The more videos I help make at GDS, the more I'm learning about making videos. This is a good thing.
One thing I've learned is that while sometimes a good script does the job, it's not always the best tool for the job. Sometimes, a proper storyboard, with words and pictures sketched out side-by-side, is the best approach.
You can spend a long time messing about with all sorts of different bits of software for storyboards, but nothing I've tried so far is as good - as fast, as clear, as easy - as plain old sticky notes.
So yesterday I spent a couple of hours sat at a large table with a pad of stickies and a pen, and drew up a complete storyboard. It was an extremely productive session. It felt satisfying. With all the shots laid out on the table in front of me, I could see the shape of the film. Even if it turns out to be the wrong shape, it's good to have a shape to start with.
On Monday I spoke at Matt Sheret's Night for trying stuff out, trying something out that had been hovering in my head for years.

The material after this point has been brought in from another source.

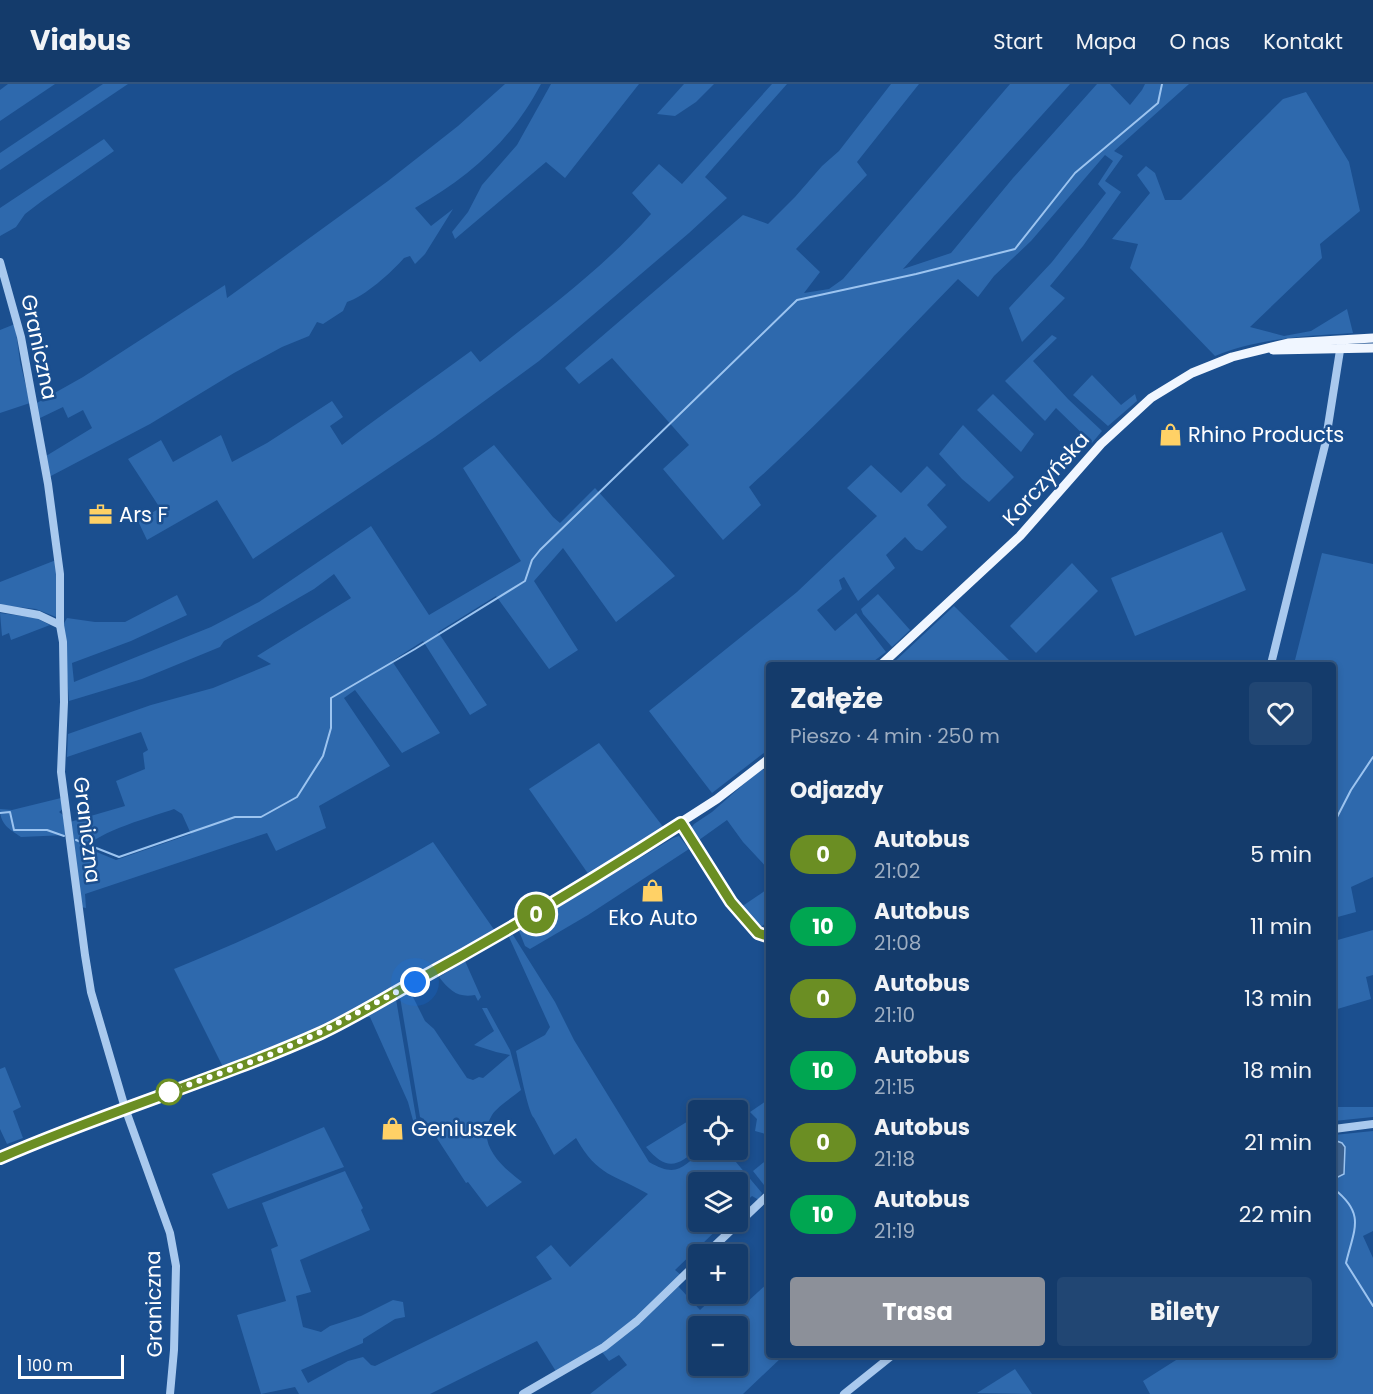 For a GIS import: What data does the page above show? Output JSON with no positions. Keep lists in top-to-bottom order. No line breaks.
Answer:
{"streets":{"main road":["Korczyńska"],"street":["Graniczna"]},"places":{"shop":["Rhino Products","Eko Auto","Geniuszek"],"office":["Ars F"]},"lines":["bus line 0"],"scale_bar":"100 m","page":{"header":"Viabus","nav":["Start","Mapa","O nas","Kontakt"],"on_map":"0","heading":[["Załęże","Pieszo · 4 min · 250 m"],"Odjazdy"],"list":[{"mark":"0","name":"Autobus","note":"21:02","value":"5 min"},{"mark":"10","name":"Autobus","note":"21:08","value":"11 min"},{"mark":"0","name":"Autobus","note":"21:10","value":"13 min"},{"mark":"10","name":"Autobus","note":"21:15","value":"18 min"},{"mark":"0","name":"Autobus","note":"21:18","value":"21 min"},{"mark":"10","name":"Autobus","note":"21:19","value":"22 min"}],"map_buttons":["+","−"],"buttons":["Trasa","Bilety"],"scale":"100 m"}}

I messed up a bit - my notes didn't show up as I expected them to, so I spoke from memory, thinking I could wing it. That mostly worked, but meant I left out a handful of useful details and (possibly) amusing gags. It also meant I improvised a bit, which was also good, because I've always been happy improvising.
Feedback from listeners was extremely useful. Someone said: "It was a bit #humblebrag," which was something that hadn't occurred to me (although it should have done). The things you don't see when you're too close to something.
Another person helpfully pointed out bits I should have explained better. I'd assumed some background knowledge on the part of the audience, so flew through some bits without really clarifying why A resulted in B, and why X caused Y and ended in Z.
I doubt I'll do that particular talk again, but the feedback was very useful for any other talks I might take on in future.
Also, the format of the event was great. Matt knew what he wanted out of it. It was a thing for the benefit of the speakers, not the listeners. But it wouldn't have worked without the listeners taking the time to be there, and be constructive with their comments.
I failed to stick around at the end and talk to any of my fellow tryers-out of stuff - I was so tired by that point, I could barely keep my eyes open.
properly old-man tired— Giles Turnbull (@gilest) January 20, 2014
Suffice to say, though, I was mightily impressed by the other speakers' efforts. Thanks to them, and to Matt, for a stimulating and enjoyable evening.